Fast 14 Prozent der 14- bis 17-Jährigen in Europa weisen ein problematisches Internetverhalten auf oder sind abhängig. Das erklärten Experten am Donnerstag in Berlin bei der Vorstellung der Studie "EU NET ADB". Tatsächlich süchtig seien davon 1,2 Prozent. Männliche Jugendliche seien etwas häufiger betroffen als weibliche. Knapp ein Prozent der Deutschen zwischen 14 und 17 Jahren zeigt Anzeichen einer Abhängigkeit. Rund zehn Prozent sind gefährdet. Island ist von den untersuchten Ländern das, in dem die wenigsten Jugendlichen süchtig sind, gefolgt von Deutschland. Spanien, Rumänien und Polen führen das Ranking an. "Internetsucht unter Jugendlichen in Europa ist kein seltenes Phänomen", erklärte Kai Müller von der Klinik und Poliklinik für Psychosomatische Medizin und Psychotherapie. Für eine psychische Störung seien 1,2 Prozent Betroffene recht viel. Die Zahlen seien etwa vergleichbar mit der Häufigkeit von Essstörungen.
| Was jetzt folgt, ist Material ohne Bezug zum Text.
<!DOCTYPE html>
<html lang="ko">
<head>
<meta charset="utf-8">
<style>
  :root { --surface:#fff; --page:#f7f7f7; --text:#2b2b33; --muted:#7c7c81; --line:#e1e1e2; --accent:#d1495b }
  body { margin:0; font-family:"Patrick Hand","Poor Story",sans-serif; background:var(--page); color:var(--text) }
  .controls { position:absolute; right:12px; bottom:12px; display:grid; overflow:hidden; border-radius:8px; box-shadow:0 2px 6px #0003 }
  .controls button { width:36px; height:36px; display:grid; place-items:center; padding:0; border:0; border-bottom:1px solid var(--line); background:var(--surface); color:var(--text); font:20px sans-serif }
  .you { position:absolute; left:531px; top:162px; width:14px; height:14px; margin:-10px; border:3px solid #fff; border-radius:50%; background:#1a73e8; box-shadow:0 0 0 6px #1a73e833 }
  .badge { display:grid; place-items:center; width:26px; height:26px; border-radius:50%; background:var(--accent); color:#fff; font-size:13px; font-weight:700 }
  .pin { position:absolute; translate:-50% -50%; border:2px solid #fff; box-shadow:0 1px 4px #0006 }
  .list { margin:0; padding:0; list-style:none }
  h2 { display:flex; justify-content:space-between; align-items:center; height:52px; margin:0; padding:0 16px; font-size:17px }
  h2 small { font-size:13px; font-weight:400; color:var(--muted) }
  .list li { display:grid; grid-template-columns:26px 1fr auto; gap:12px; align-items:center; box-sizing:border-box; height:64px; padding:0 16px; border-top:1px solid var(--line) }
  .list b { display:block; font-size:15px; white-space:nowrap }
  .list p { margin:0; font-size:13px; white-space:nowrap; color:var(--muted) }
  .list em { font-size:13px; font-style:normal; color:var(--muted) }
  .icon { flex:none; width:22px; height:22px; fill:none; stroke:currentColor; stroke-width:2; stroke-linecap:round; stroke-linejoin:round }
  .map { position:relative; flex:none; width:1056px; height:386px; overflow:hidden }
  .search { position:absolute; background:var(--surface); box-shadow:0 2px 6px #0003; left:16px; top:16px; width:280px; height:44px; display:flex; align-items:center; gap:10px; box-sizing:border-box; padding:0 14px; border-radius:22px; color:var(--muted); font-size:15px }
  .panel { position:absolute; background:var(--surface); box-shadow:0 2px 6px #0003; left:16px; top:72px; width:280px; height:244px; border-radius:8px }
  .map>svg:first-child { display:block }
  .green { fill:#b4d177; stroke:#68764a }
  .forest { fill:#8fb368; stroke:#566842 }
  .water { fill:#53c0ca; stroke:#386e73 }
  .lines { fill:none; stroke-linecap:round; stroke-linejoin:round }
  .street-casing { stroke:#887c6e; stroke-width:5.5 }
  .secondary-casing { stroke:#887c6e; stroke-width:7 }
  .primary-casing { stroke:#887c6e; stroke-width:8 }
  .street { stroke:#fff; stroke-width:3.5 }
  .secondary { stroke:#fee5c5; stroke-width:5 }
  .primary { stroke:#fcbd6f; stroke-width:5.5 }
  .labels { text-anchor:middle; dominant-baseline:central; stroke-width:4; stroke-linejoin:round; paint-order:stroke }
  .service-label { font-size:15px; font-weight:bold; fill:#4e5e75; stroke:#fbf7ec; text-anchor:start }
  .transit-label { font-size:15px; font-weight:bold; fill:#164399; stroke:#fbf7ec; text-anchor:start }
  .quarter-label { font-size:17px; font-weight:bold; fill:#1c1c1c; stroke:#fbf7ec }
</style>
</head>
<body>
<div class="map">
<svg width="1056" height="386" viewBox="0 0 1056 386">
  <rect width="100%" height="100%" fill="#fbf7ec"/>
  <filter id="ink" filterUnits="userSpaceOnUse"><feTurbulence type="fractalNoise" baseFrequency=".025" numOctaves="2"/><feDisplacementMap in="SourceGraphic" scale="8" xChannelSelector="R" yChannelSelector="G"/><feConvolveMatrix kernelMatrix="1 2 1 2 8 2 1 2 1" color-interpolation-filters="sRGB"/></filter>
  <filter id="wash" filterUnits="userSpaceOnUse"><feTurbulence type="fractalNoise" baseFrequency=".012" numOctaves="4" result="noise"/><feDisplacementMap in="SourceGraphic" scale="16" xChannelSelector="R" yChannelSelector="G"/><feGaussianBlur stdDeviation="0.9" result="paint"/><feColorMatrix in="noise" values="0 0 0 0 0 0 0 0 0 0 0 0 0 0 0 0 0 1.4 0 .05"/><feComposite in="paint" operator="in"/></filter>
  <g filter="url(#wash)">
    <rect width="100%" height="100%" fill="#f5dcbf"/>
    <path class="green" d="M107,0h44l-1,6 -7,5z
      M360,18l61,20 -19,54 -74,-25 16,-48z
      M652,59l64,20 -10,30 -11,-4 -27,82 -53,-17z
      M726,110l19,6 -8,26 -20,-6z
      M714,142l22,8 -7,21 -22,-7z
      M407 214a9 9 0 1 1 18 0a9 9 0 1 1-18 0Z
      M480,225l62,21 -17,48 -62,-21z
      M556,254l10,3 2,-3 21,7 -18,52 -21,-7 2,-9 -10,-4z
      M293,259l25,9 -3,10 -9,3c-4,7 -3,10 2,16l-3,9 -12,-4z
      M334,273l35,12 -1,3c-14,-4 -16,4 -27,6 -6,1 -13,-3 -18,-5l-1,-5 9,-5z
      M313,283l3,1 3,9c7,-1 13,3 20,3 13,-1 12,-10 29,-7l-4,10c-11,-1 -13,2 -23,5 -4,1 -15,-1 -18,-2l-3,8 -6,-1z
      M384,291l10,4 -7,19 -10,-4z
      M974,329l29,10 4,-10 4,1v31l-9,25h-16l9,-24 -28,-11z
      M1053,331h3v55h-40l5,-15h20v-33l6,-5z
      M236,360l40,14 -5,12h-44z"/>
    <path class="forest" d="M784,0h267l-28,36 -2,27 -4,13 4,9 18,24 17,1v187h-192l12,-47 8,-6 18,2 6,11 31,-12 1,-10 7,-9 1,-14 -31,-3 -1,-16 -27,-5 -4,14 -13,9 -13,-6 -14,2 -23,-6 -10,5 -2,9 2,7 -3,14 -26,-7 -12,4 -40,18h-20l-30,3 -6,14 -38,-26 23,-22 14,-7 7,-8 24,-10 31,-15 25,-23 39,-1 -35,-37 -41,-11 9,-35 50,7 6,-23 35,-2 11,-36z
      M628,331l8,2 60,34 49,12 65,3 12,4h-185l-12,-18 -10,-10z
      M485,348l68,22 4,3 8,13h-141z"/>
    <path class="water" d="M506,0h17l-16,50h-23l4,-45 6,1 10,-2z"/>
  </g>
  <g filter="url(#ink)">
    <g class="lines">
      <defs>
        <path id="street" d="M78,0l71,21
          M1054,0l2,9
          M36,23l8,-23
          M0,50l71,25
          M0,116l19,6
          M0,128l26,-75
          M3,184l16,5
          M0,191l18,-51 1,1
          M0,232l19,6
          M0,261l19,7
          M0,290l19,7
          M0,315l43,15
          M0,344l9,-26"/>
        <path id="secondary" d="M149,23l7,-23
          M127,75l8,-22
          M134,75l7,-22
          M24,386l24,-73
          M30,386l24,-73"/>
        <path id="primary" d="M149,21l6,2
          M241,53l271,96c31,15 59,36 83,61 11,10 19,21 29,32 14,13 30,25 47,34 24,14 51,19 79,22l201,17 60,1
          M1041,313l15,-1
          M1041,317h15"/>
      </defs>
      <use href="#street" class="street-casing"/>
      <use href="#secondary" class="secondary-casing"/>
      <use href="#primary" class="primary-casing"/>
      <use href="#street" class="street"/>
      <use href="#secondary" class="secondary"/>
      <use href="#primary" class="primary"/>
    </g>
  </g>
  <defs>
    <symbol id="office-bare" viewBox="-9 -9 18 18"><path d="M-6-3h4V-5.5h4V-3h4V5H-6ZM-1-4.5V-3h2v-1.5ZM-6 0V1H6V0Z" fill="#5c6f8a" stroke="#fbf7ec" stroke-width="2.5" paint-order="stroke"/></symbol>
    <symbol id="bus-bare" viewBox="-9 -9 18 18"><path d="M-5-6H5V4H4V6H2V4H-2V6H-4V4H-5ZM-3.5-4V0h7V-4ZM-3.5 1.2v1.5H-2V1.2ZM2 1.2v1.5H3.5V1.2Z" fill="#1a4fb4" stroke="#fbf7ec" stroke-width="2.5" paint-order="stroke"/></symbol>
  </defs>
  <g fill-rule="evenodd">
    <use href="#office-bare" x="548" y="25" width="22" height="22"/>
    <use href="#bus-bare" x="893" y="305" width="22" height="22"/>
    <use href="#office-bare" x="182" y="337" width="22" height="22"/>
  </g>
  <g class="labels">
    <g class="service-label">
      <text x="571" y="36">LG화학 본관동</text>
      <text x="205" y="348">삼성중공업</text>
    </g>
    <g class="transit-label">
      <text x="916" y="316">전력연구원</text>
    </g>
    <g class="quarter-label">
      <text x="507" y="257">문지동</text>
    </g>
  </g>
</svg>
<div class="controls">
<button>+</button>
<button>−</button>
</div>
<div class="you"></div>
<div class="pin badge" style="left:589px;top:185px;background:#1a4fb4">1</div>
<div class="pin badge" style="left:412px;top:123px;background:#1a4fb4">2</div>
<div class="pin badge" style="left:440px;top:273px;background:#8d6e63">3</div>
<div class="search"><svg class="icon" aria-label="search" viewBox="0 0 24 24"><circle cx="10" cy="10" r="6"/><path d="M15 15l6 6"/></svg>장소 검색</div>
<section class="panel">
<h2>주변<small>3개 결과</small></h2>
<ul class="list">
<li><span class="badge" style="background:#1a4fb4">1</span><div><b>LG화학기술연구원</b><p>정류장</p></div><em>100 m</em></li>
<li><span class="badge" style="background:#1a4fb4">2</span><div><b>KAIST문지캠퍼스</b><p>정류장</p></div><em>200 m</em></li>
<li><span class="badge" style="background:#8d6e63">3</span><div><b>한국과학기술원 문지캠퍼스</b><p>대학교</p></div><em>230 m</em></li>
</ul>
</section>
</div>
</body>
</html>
Die Studie "EU NET ADB" ist ein zweijähriges EU-Projekt, an dem auch die Landeszentrale für Medien und Kommunikation Rheinland-Pfalz und die Ambulanz für Spielsucht der Klinik und Poliklinik für Psychosomatische Medizin und Psychotherapie der Universitätsmedizin Mainz mitgearbeitet haben. Dazu wurden 13.248 Schüler zwischen 14 und 17 Jahren in Island, Polen, Rumänien, Griechenland, Spanien, Deutschland und den Niederlanden befragt. In der Bundesrepublik erhoben die Forscher Daten von 2.000 Jugendlichen. Diejenigen, die ein Suchtverhalten aufwiesen, wurden nochmals ausführlich befragt.
Gefahr: Soziale Netzwerke und Spiele
Unter Internetsucht verstehen Experten die krankhafte und unkontrollierte Nutzung des Netzes, wie Klaus Wölfling, psychologischer Leiter der Ambulanz für Spielesucht in Mainz, erklärte. Wer süchtig ist, versuche das Internet zu nutzen, um negative Gefühle zu verdrängen, und verliere das Interesse an seiner Umwelt. Formen dieser Sucht könnten sich in der übermäßigen Nutzung von Internet-Pornografie, einer Online-Computerspiel- oder Glücksspielsucht zeigen, aber auch in der exzessiven Nutzung von Sozialen Netzwerken oder generellem Surfen. Unter problematischem Internetverhalten verstehen die Forscher die Vorstufe der Sucht. Betroffene zeigen bereits Ansätze eines Suchtverhaltens, gelten aber nicht als abhängig.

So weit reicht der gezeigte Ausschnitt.